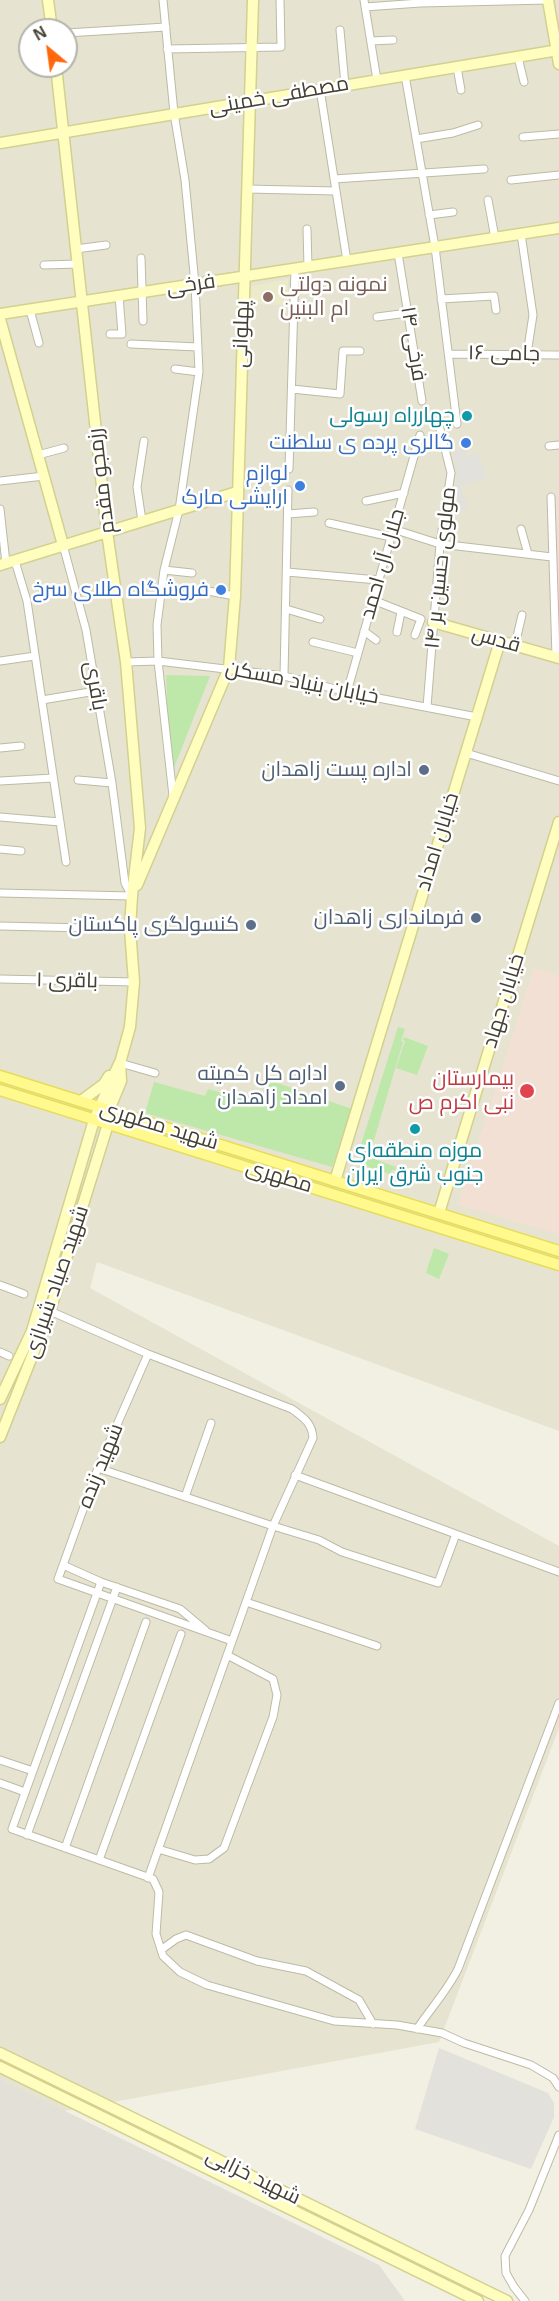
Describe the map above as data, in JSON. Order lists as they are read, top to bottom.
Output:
{
  "streets": {
    "main road": ["شهید مطهری", "مطهری"],
    "street": [
      "مصطفی خمینی",
      "فرخی",
      "پهلوانی",
      "فرخی ۱۴",
      "جامی ۱۶",
      "رزمجو مقدم",
      "جلال آل احمد",
      "مولوی حسین بر ۱۴",
      "قدس",
      "خیابان بنیاد مسکن",
      "باقری",
      "خیابان امداد",
      "باقری ۱",
      "خیابان جهاد",
      "شهید صیاد شیرازی",
      "شهید زنده",
      "شهید خزایی"
    ]
  },
  "crossings": [
    ["مصطفی خمینی", "پهلوانی"],
    ["مصطفی خمینی", "رزمجو مقدم"],
    ["فرخی", "پهلوانی"],
    ["فرخی", "فرخی ۱۴"],
    ["فرخی", "رزمجو مقدم"],
    ["پهلوانی", "رزمجو مقدم"],
    ["پهلوانی", "خیابان بنیاد مسکن"],
    ["پهلوانی", "باقری"],
    ["رزمجو مقدم", "خیابان بنیاد مسکن"],
    ["رزمجو مقدم", "باقری"],
    ["جلال آل احمد", "خیابان بنیاد مسکن"],
    ["مولوی حسین بر ۱۴", "قدس"],
    ["مولوی حسین بر ۱۴", "خیابان بنیاد مسکن"],
    ["قدس", "خیابان امداد"],
    ["خیابان بنیاد مسکن", "خیابان امداد"],
    ["باقری", "باقری ۱"],
    ["باقری", "شهید صیاد شیرازی"],
    ["خیابان امداد", "شهید مطهری"],
    ["خیابان جهاد", "شهید مطهری"],
    ["شهید مطهری", "شهید صیاد شیرازی"],
    ["مطهری", "شهید صیاد شیرازی"]
  ],
  "places": [
    "نمونه دولتی ام البنین",
    "چهارراه رسولی",
    "گالری پرده ی سلطنت",
    "لوازم ارایشی مارک",
    "فروشگاه طلای سرخ",
    "اداره پست زاهدان",
    "فرمانداری زاهدان",
    "کنسولگری پاکستان",
    "اداره کل کمیته امداد زاهدان",
    "بیمارستان نبی اکرم ص",
    "موزه منطقه‌ای جنوب شرق ایران"
  ],
  "north": "top left"
}
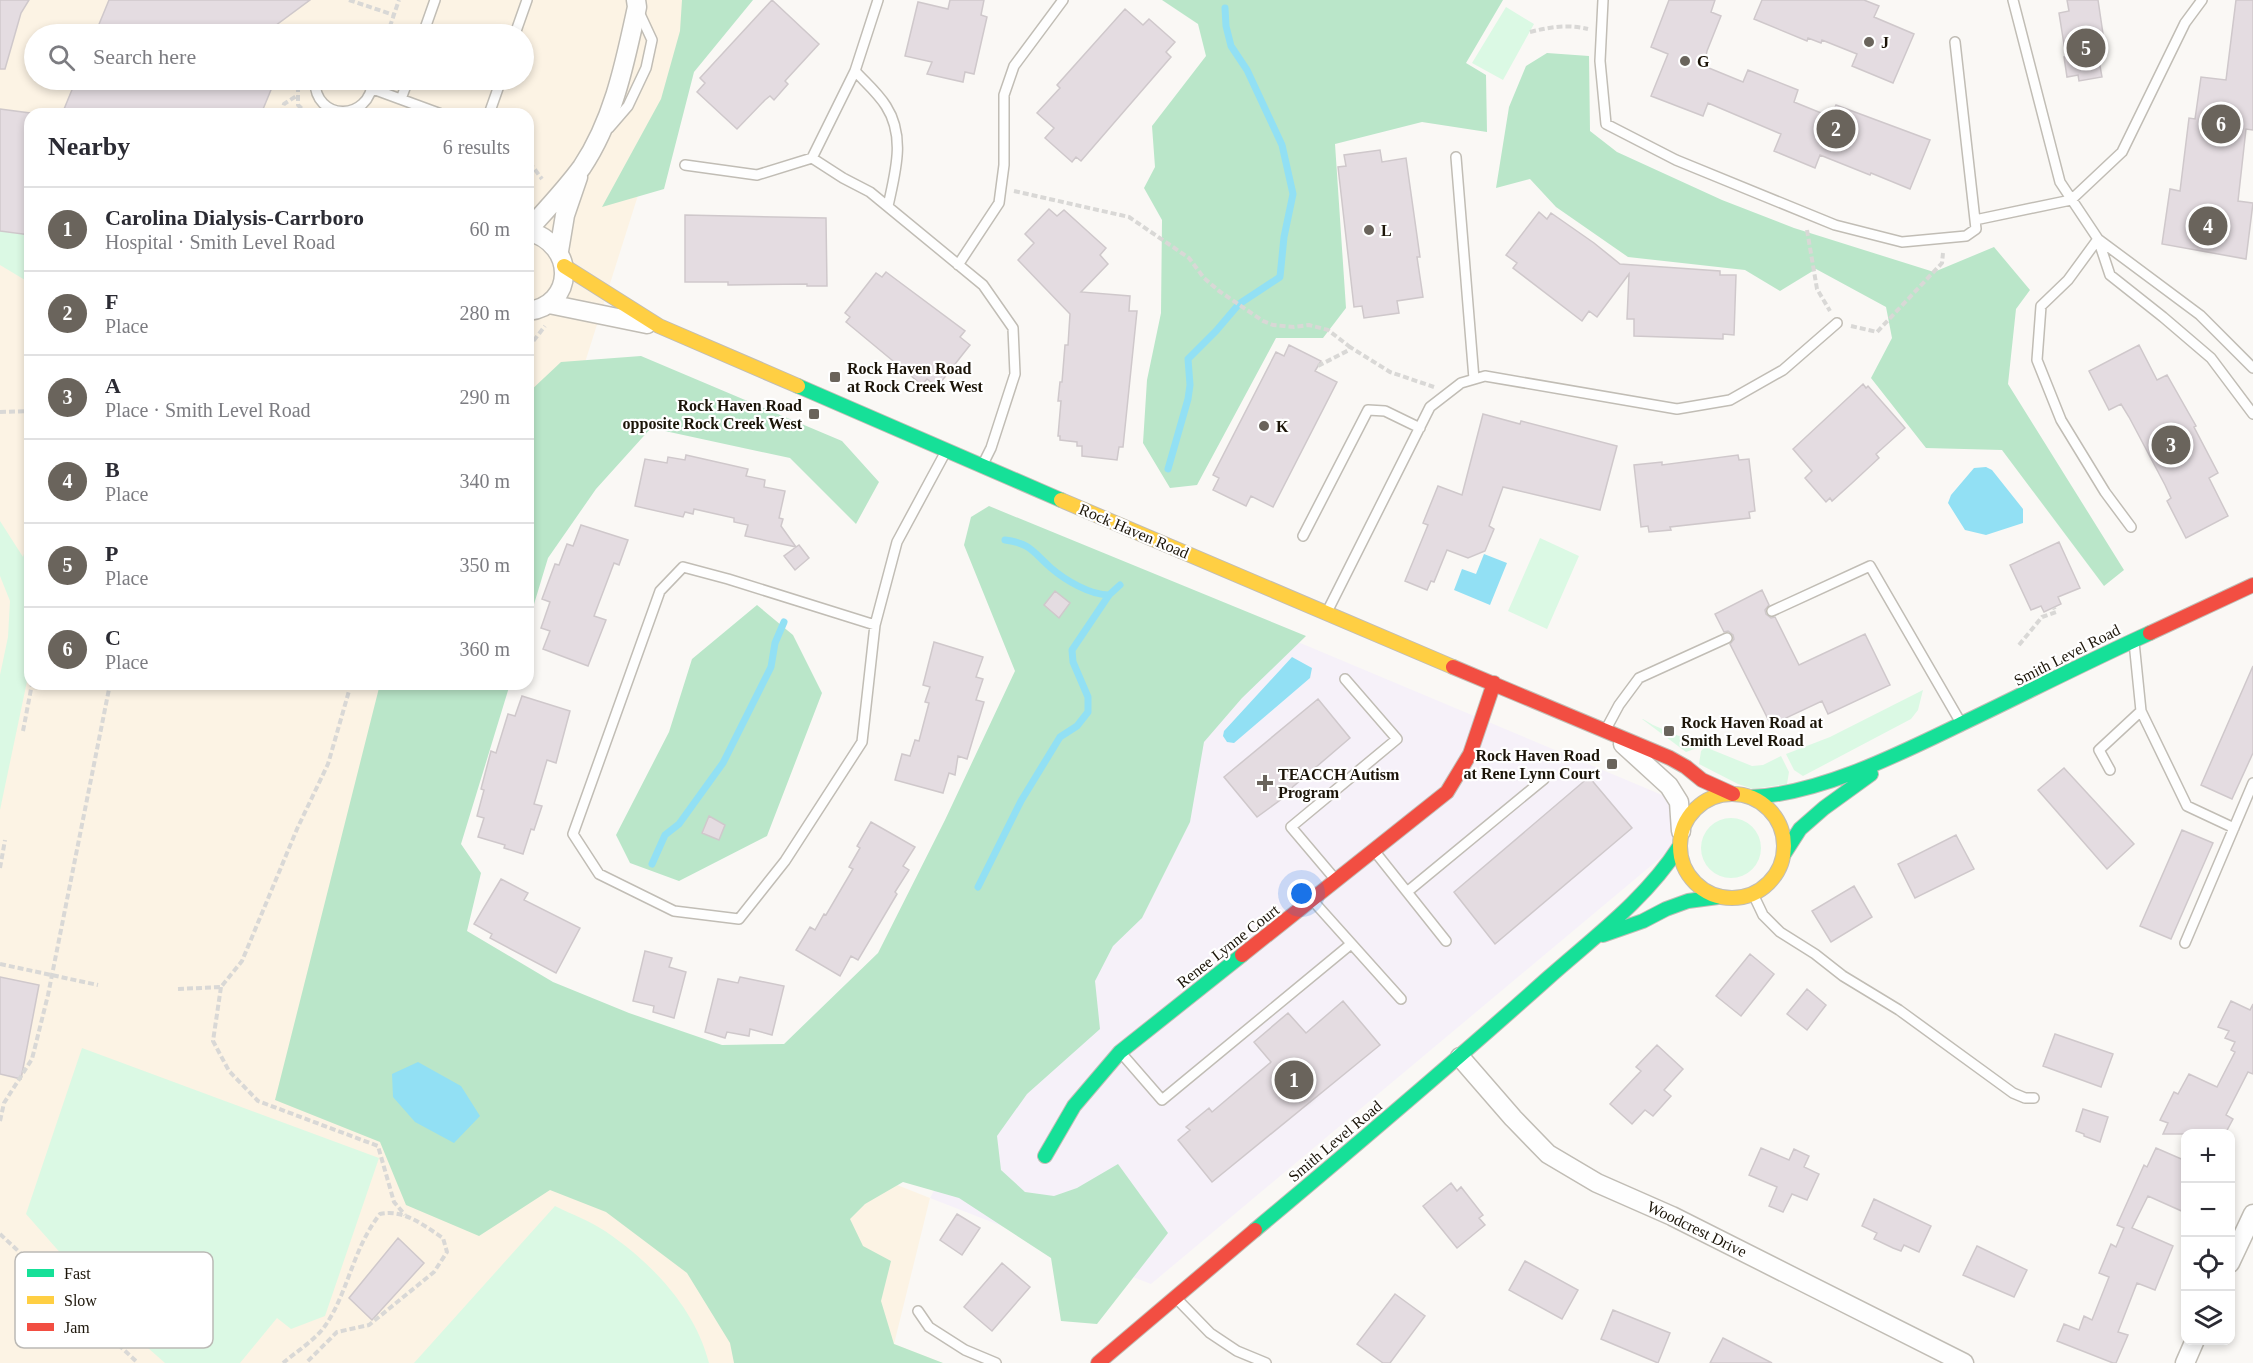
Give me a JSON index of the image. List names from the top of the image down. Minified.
{"streets":{"street":["Rock Haven Road","Smith Level Road","Renee Lynne Court","Woodcrest Drive"]},"crossings":[["Rock Haven Road","Smith Level Road"],["Rock Haven Road","Renee Lynne Court"],["Smith Level Road","Woodcrest Drive"]],"places":{"other":["J","G","L","K"],"transit":["Rock Haven Road at Rock Creek West","Rock Haven Road opposite Rock Creek West","Rock Haven Road at Smith Level Road","Rock Haven Road at Rene Lynn Court"],"health":["TEACCH Autism Program"]},"legend":["Fast","Slow","Jam"],"page":{"search":"Search here","pins":["5","6","2","4","3","1"],"heading":["Nearby","6 results"],"list":[{"mark":"1","name":"Carolina Dialysis-Carrboro","note":"Hospital · Smith Level Road","value":"60 m"},{"mark":"2","name":"F","note":"Place","value":"280 m"},{"mark":"3","name":"A","note":"Place · Smith Level Road","value":"290 m"},{"mark":"4","name":"B","note":"Place","value":"340 m"},{"mark":"5","name":"P","note":"Place","value":"350 m"},{"mark":"6","name":"C","note":"Place","value":"360 m"}],"map_buttons":["+","−"]}}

──────────

§ **WHAT THE EXERCISE ASKS**: An exact repeat of the lines from the one containing "Give me a JSON" through the final line above, both included, is the whole answer.

§ **ANSWER AREA**:
Give me a JSON index of the image. List names from the top of the image down. Minified.
{"streets":{"street":["Rock Haven Road","Smith Level Road","Renee Lynne Court","Woodcrest Drive"]},"crossings":[["Rock Haven Road","Smith Level Road"],["Rock Haven Road","Renee Lynne Court"],["Smith Level Road","Woodcrest Drive"]],"places":{"other":["J","G","L","K"],"transit":["Rock Haven Road at Rock Creek West","Rock Haven Road opposite Rock Creek West","Rock Haven Road at Smith Level Road","Rock Haven Road at Rene Lynn Court"],"health":["TEACCH Autism Program"]},"legend":["Fast","Slow","Jam"],"page":{"search":"Search here","pins":["5","6","2","4","3","1"],"heading":["Nearby","6 results"],"list":[{"mark":"1","name":"Carolina Dialysis-Carrboro","note":"Hospital · Smith Level Road","value":"60 m"},{"mark":"2","name":"F","note":"Place","value":"280 m"},{"mark":"3","name":"A","note":"Place · Smith Level Road","value":"290 m"},{"mark":"4","name":"B","note":"Place","value":"340 m"},{"mark":"5","name":"P","note":"Place","value":"350 m"},{"mark":"6","name":"C","note":"Place","value":"360 m"}],"map_buttons":["+","−"]}}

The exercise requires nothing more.